Mangiavo e bevevo troppo. Affastellavo beni materiali e status symbol: fra l’altro, possedevo una motocicletta Triumph e un aereo Cessna. Suonavo il violoncello. Ero sessualmente attivo. Ma questi piaceri esteriori non mi fornivano le risposte che bramavo.
Dentro di me, non mi sembrava proprio di essere felice o soddisfatto.
Timothy Leary, un altro psicologo dell’università, si trasferì nella stanza in fondo al corridoio del mio ufficio. Incontrarlo è stato un punto di svolta nella mia vita. Diventammo amici di sbevazzate. Mi accorsi presto della sua brillantezza mentale, ancorché alquanto eccentrica, nel senso che era disposto a guardare il mondo con occhi nuovi.
A un certo punto del semestre, lui tornò dalle montagne messicane, dove aveva ingerito funghi psichedelici detti teonanàcatl, che significa «carne degli dèi». Disse che da quell’esperienza aveva imparato molto più che da tutti gli studi di psicologia. La cosa mi interessava assai.
Nel marzo 1961 assunsi quindi la psilocibina, una versione sintetica dei funghi magici, quindi per me cambiò ogni cosa. Sentii che la psilocibina mi introduceva alla mia anima, che era indipendente dall’identità fisica e sociale. Quell’esperienza ampliò la mia coscienza e cambiò la mia concezione della realtà.
Le successive esperienze psichedeliche portarono al nostro licenziamento da parte delle autorità di Harvard e crearono un grande subbuglio, a livello sia locale sia nazionale, procurandoci una cattiva fama. Ma ormai una parte di me se ne infischiava dei titoli accademici e dell’opinione dei colleghi, poiché il mondo che stavo esplorando era di gran lunga più interessante.
Le sostanze psichedeliche mi permettevano di dimenticare l’educazione tradizionale e di attingere a regni della mente e dello spirito che non sarebbero stati disponibili in altra maniera. Quando ero sotto il loro influsso, sentivo di essere ciò che sapevo di essere, una persona profonda, libera, in pace e amorevole.

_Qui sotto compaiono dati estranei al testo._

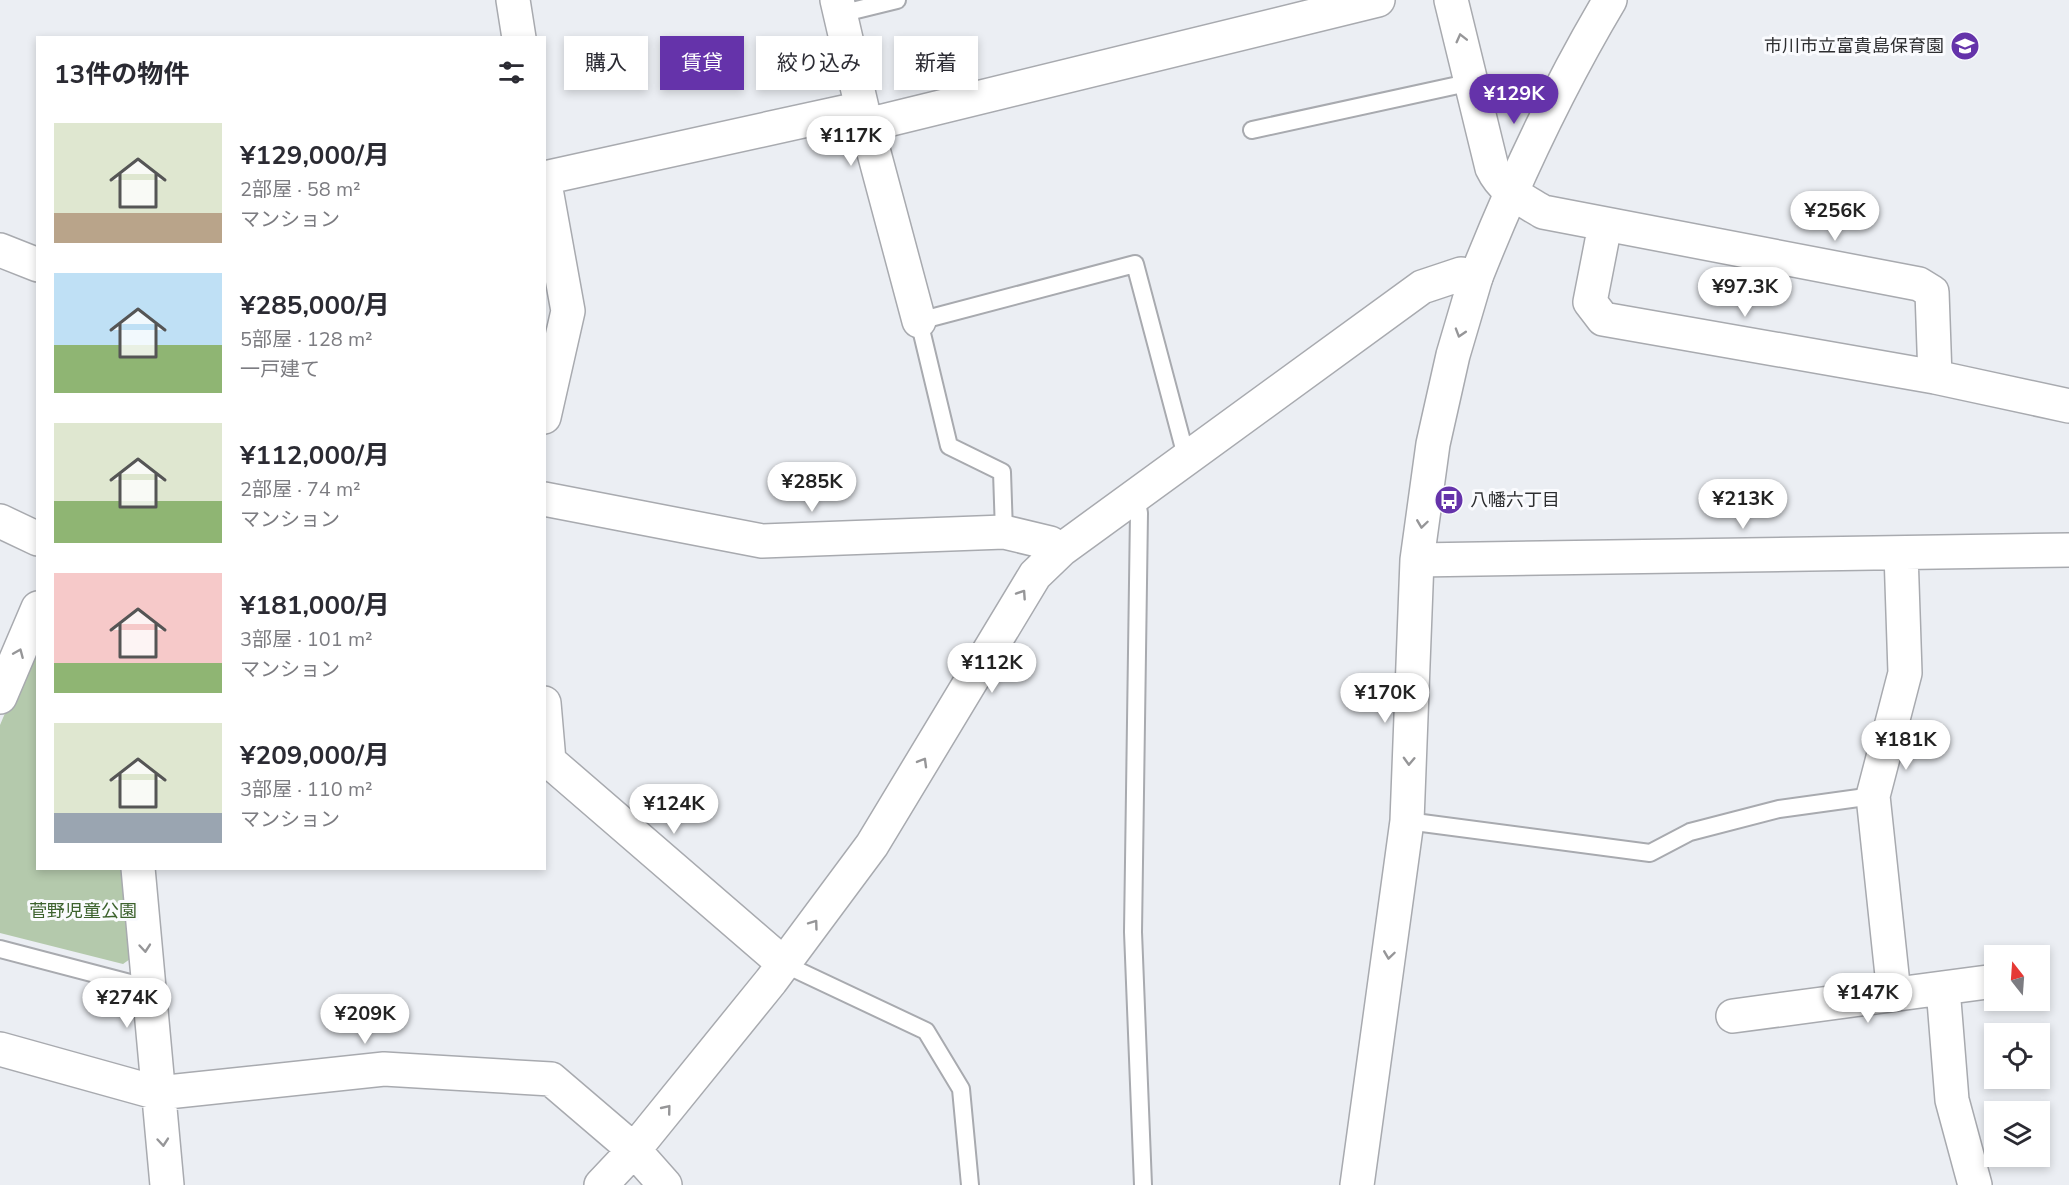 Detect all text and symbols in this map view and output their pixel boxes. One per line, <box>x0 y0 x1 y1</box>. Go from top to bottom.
school or university icon: 市川市立富貴島保育園 <box>1949 30 1981 62</box>
one-way arrow <box>1455 34 1468 44</box>
place label: 市川市立富貴島保育園 <box>1764 34 1944 58</box>
chip: 購入 <box>564 36 648 90</box>
chip: 賃貸 <box>660 36 744 90</box>
chip: 絞り込み <box>756 36 882 90</box>
chip: 新着 <box>894 36 978 90</box>
icon: filters <box>495 56 528 89</box>
text: 13件の物件 <box>54 57 189 92</box>
pin: ¥129K <box>1472 74 1556 125</box>
text: ¥129K <box>1483 80 1545 107</box>
pin: ¥117K <box>809 116 893 167</box>
text: ¥117K <box>820 122 882 149</box>
text: ¥129,000/月 <box>240 138 390 173</box>
icon: home <box>102 147 174 219</box>
text: 2部屋 · 58 m² <box>240 176 361 203</box>
pin: ¥256K <box>1793 191 1877 242</box>
text: ¥256K <box>1804 197 1866 224</box>
text: マンション <box>240 206 340 233</box>
pin: ¥97.3K <box>1696 267 1794 318</box>
text: ¥97.3K <box>1712 273 1778 300</box>
text: ¥285,000/月 <box>240 288 390 323</box>
icon: home <box>102 297 174 369</box>
text: 5部屋 · 128 m² <box>240 326 373 353</box>
one-way arrow <box>1455 327 1467 338</box>
text: 一戸建て <box>240 356 320 383</box>
text: ¥112,000/月 <box>240 438 390 473</box>
icon: home <box>102 447 174 519</box>
pin: ¥285K <box>770 462 854 513</box>
text: ¥285K <box>781 468 843 495</box>
text: 2部屋 · 74 m² <box>240 476 361 503</box>
pin: ¥213K <box>1701 479 1785 530</box>
bus stop icon: 八幡六丁目 <box>1433 484 1465 516</box>
text: ¥213K <box>1712 485 1774 512</box>
place label: 八幡六丁目 <box>1470 488 1560 512</box>
text: マンション <box>240 506 340 533</box>
one-way arrow <box>1416 520 1429 529</box>
text: ¥181,000/月 <box>240 588 390 623</box>
one-way arrow <box>1015 590 1026 601</box>
icon: home <box>102 597 174 669</box>
text: 3部屋 · 101 m² <box>240 626 373 653</box>
pin: ¥112K <box>950 643 1034 694</box>
one-way arrow <box>12 648 24 659</box>
text: ¥112K <box>961 649 1023 676</box>
text: マンション <box>240 656 340 683</box>
pin: ¥170K <box>1343 673 1427 724</box>
text: ¥170K <box>1354 679 1416 706</box>
pin: ¥181K <box>1864 720 1948 771</box>
text: ¥181K <box>1875 726 1937 753</box>
text: ¥209,000/月 <box>240 738 390 773</box>
icon: home <box>102 747 174 819</box>
one-way arrow <box>1403 756 1416 765</box>
one-way arrow <box>916 758 927 768</box>
text: 3部屋 · 110 m² <box>240 776 373 803</box>
pin: ¥124K <box>632 784 716 835</box>
text: ¥124K <box>643 790 705 817</box>
text: マンション <box>240 806 340 833</box>
park label: 菅野児童公園 <box>29 899 137 923</box>
one-way arrow <box>807 919 818 930</box>
one-way arrow <box>138 943 151 952</box>
north arrow <box>1984 945 2050 1011</box>
map controls <box>1984 945 2050 1167</box>
one-way arrow <box>1383 950 1396 959</box>
pin: ¥147K <box>1826 973 1910 1024</box>
pin: ¥274K <box>85 978 169 1029</box>
text: ¥147K <box>1837 979 1899 1006</box>
text: ¥274K <box>96 984 158 1011</box>
pin: ¥209K <box>323 994 407 1045</box>
text: ¥209K <box>334 1000 396 1027</box>
button: locate <box>1984 1023 2050 1089</box>
button: layers <box>1984 1101 2050 1167</box>
one-way arrow <box>659 1105 670 1116</box>
one-way arrow <box>156 1137 169 1146</box>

Continuai ad assumere le sostanze allucinogene per cinque o sei anni, cercando di rimanere in quel luogo di illuminazione dove sentivo di essere amore. Solevo raggiungere lo stato di euforia ma poi scendevo, salivo e scendevo, arrivavo alla condizione in cui percepivo di essere amore, non riuscendo però a restarci.
Io volevo essere libero, non allucinato. Alla fine, compresi che per me quel metodo non funzionava, sicché cominciai a sprofondare in una cupa disperazione.
In retrospettiva, la psilocibina, al pari dell’LSD, fu importantissima per il mio risveglio, ma le sostanze psichedeliche non sono necessarie per il processo con cui si raggiunge il proprio Io. Vi possono mostrare una possibilità ma, quando l’avrete vista, continuare ad accedervi più volte non è necessariamente in grado di trasformarvi.
Diceva Alan Watts: «Una volta ricevuto il messaggio, riattaccate il telefono». In fondo, bisogna vivere nel mondo e trasformarsi al suo interno.
Aldous Huxley ci aveva dato una copia del libro tibetano dei morti e capii che in Oriente possedevano già le mappe degli stati interiori che stavamo esplorando intuitivamente, senza punti di riferimento. Di conseguenza, nel 1966 mi recai in India per cercare qualcuno che conoscesse i piani spirituali della coscienza.
Per i primi tre mesi viaggiai con un amico che aveva fatto spedire una Land Rover a Teheran e mi aveva invitato a unirmi a lui. Attraversammo l’Afghanistan, il Pakistan, l’India e il Nepal tra il fumo dell’hashish.
Ma fu soltanto un altro trip, la stessa esperienza euforica prima di ricadere in basso, una realtà che avevo già sperimentato e che mi conduceva alla disperazione.
Un giorno, eravamo a Katmandu, la capitale del Nepal, in un ristorante hippie detto Blue Tibetan, quando entrò nel locale un uomo straordinariamente alto, dai lunghi capelli e barba biondi. Era un occidentale ma indossava vestiti indiani; si diresse verso di noi e si sedette al nostro tavolo.
Il suo nome era Bhagavan Das, surfista ventitreenne di Laguna Beach, che viveva in India da vari anni. Mi ci volle poco per capire che lui conosceva quel Paese. Decisi di viaggiare insieme a Bhagavan per vedere cosa potessi imparare.
Attraversando il Nepal e l’India, tentavo spesso di raccontargli storielle divertenti oppure gli ponevo domande per sapere dove ci stessimo dirigendo. Lui era solito rispondere così: «Non pensare al passato; limitati a essere qui, adesso»; «Non pensare al futuro, sii qui, ora».
Sebbene fosse compassionevole, non si faceva coinvolgere nelle mie emozioni. Non c’era molto di cui discutere.
Dopo diversi mesi di vesciche ai piedi, frequenti attacchi di dissenteria e lezioni di hathayoga, Bhagavan Das disse che doveva andare dal suo guru, ai piedi delle colline himalayane, per il visto. Voleva andarci con la Land Rover, che era stata lasciata in custodia da uno scultore indiano, con l’istruzione di prestarmela se gliel’avessi chiesta. Così, ci andai con Bhagavan Das.
Salendo sulle alture, ci fermammo per la notte, quindi uscii per cercare il gabinetto. Sotto il cielo indiano trapunto di stelle, pensai a mia madre, che l’anno prima era morta di tumore alla milza. Mentre riflettevo, ebbi la netta sensazione della sua presenza. Non lo raccontai a nessuno. Lo psicologo freudiano dentro di me pensò: «Eccoti qui a ricordare la mamma mentre sei al cesso».
(Da “Al di Là dello Specchio” di Ram Dass)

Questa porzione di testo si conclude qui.